In the (Middle-)Persian texts of the Sasanid and later eras, Arədvī Sūra Anāhīta appears as Ardwisur Anāhīd. The evidence suggests a western Iranian origin of Anāhīta. (see borrowing from Babylonia, below).

At some point prior to the 4th century BCE, this yazata was conflated with (an analogue of)[α] Semitic Ištar, likewise a divinity of "maiden" fertility and from whom Aredvi Sura Anahita then inherited additional features of a divinity of war and of the planet Venus or "Zohreh" in Arabic. It was moreover the association with the planet Venus, "it seems, which led Herodotus to record that the [Persis][γ] learnt 'to sacrifice to "the heavenly goddess"' from the Assyrians and Arabians." There are sources who based their theory on this aspect.
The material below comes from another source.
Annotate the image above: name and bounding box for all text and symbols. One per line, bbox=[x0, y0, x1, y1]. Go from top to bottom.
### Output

For instance, it was proposed that the ancient Persians worshiped the planet Venus as *Anahiti, the "pure one", and that, as these people settled in Eastern Iran, *Anahiti began to absorb elements of the cult of Ishtar. Indeed, according to Boyce, it is "probable" that there was once a PersoElamite divinity by the name of *Anahiti (as reconstructed from the Greek Anaitis). It is then likely (so Boyce) that it was this divinity that was an analogue of Ishtar, and that it is this divinity with which Aredvi Sura Anahita was conflated.
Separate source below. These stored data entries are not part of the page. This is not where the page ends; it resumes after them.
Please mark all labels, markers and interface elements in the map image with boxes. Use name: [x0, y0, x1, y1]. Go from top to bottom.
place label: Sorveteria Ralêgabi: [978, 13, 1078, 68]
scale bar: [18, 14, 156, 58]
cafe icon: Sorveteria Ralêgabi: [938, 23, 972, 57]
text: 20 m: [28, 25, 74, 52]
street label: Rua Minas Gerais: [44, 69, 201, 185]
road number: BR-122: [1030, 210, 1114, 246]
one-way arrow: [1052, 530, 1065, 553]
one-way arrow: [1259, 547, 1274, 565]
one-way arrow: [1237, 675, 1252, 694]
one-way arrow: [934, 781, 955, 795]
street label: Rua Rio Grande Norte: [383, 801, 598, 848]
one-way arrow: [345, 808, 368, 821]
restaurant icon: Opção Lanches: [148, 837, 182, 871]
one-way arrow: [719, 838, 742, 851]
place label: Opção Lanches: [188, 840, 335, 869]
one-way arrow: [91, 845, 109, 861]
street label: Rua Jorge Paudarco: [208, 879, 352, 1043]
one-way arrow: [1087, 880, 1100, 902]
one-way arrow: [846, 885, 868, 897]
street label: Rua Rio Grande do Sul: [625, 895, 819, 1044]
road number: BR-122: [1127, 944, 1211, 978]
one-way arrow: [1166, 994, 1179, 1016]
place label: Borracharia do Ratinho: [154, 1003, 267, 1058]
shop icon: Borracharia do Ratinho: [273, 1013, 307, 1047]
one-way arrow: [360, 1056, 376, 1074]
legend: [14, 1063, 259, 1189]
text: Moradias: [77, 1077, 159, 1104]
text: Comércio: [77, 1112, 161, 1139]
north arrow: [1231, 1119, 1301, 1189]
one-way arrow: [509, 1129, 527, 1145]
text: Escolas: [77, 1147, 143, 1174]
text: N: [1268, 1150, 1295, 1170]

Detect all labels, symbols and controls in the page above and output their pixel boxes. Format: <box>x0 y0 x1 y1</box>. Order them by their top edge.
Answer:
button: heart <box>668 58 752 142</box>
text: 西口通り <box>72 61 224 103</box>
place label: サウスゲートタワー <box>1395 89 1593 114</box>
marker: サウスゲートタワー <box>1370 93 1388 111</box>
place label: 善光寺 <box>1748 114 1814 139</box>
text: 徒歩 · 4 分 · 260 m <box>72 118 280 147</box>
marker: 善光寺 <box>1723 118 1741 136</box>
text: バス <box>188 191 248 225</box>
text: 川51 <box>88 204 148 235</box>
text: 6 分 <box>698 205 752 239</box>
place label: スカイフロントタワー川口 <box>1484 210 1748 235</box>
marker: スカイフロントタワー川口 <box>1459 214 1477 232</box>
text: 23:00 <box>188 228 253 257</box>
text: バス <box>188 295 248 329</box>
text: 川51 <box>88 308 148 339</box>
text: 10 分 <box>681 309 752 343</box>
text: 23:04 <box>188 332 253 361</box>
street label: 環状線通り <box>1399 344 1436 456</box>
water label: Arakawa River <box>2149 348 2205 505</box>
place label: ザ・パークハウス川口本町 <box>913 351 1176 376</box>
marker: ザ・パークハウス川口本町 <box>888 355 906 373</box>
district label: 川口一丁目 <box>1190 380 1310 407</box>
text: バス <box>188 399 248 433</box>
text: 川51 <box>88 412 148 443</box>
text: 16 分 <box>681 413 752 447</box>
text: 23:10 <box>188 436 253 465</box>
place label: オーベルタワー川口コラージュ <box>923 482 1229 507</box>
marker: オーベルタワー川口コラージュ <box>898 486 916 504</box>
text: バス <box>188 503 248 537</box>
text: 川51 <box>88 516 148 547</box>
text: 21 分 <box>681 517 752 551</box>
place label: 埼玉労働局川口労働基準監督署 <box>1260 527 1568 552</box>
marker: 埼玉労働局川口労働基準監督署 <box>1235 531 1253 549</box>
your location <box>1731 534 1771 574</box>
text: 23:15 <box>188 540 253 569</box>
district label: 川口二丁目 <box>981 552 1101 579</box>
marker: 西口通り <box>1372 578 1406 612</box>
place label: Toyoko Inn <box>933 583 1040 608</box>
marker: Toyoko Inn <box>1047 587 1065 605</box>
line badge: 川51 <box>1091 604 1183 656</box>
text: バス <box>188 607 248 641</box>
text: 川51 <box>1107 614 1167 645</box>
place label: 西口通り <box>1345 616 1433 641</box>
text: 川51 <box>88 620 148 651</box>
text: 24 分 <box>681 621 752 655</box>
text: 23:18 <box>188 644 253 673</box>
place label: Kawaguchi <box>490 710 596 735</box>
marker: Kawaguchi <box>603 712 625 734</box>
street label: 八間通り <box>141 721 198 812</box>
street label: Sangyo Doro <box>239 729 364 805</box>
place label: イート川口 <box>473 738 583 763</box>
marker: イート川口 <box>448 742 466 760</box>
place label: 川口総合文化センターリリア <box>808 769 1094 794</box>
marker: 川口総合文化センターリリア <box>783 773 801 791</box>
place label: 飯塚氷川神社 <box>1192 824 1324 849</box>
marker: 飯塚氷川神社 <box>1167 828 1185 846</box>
The link between Anahita and Ishtar is part of the wider theory that Iranian kingship had Mesopotamian roots and that the Persian gods were natural extensions of the Babylonian deities, where Ahuramazda is considered an aspect of Marduk, Mithra for Shamash, and, finally, Anahita was Ishtar. This is supported by how Ishtar "apparently" gave Aredvi Sura Anahita the epithet Banu, 'the Lady', a typically Mesopotamian construct that is not attested as an epithet for a divinity in Iran before the common era. It is completely unknown in the texts of the Avesta, but evident in Sasanid-era middle Persian inscriptions (see Evidence of a cult, below) and in a middle Persian Zend translation of Yasna 68.13. Also in Zoroastrian texts from the post-conquest epoch (651 CE onwards), the divinity is referred to as 'Anahid the Lady', 'Ardwisur the Lady' and 'Ardwisur the Lady of the waters'.